Assignment: From the data below, copy out every line in which the word "bottom" occurs.

Recorded data:
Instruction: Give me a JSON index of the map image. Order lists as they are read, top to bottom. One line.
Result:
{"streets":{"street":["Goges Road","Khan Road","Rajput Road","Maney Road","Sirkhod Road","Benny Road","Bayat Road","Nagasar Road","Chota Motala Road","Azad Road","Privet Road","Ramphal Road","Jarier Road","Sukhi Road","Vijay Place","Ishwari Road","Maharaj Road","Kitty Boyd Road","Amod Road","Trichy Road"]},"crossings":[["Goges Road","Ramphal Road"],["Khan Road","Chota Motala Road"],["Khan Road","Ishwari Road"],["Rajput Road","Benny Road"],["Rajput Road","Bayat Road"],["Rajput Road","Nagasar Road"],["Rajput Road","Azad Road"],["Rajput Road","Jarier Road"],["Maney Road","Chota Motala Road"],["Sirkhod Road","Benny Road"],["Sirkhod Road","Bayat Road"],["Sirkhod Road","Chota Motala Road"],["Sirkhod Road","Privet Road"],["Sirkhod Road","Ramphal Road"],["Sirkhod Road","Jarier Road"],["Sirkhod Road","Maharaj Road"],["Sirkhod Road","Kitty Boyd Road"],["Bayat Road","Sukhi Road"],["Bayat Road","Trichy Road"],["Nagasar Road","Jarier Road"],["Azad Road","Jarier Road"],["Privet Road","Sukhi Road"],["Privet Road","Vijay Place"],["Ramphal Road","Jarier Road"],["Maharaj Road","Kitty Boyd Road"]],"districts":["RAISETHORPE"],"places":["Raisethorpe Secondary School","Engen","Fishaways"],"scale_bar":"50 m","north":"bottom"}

Result:
Instruction: Give me a JSON index of the map image. Order lists as they are read, top to bottom. One line.
{"streets":{"street":["Goges Road","Khan Road","Rajput Road","Maney Road","Sirkhod Road","Benny Road","Bayat Road","Nagasar Road","Chota Motala Road","Azad Road","Privet Road","Ramphal Road","Jarier Road","Sukhi Road","Vijay Place","Ishwari Road","Maharaj Road","Kitty Boyd Road","Amod Road","Trichy Road"]},"crossings":[["Goges Road","Ramphal Road"],["Khan Road","Chota Motala Road"],["Khan Road","Ishwari Road"],["Rajput Road","Benny Road"],["Rajput Road","Bayat Road"],["Rajput Road","Nagasar Road"],["Rajput Road","Azad Road"],["Rajput Road","Jarier Road"],["Maney Road","Chota Motala Road"],["Sirkhod Road","Benny Road"],["Sirkhod Road","Bayat Road"],["Sirkhod Road","Chota Motala Road"],["Sirkhod Road","Privet Road"],["Sirkhod Road","Ramphal Road"],["Sirkhod Road","Jarier Road"],["Sirkhod Road","Maharaj Road"],["Sirkhod Road","Kitty Boyd Road"],["Bayat Road","Sukhi Road"],["Bayat Road","Trichy Road"],["Nagasar Road","Jarier Road"],["Azad Road","Jarier Road"],["Privet Road","Sukhi Road"],["Privet Road","Vijay Place"],["Ramphal Road","Jarier Road"],["Maharaj Road","Kitty Boyd Road"]],"districts":["RAISETHORPE"],"places":["Raisethorpe Secondary School","Engen","Fishaways"],"scale_bar":"50 m","north":"bottom"}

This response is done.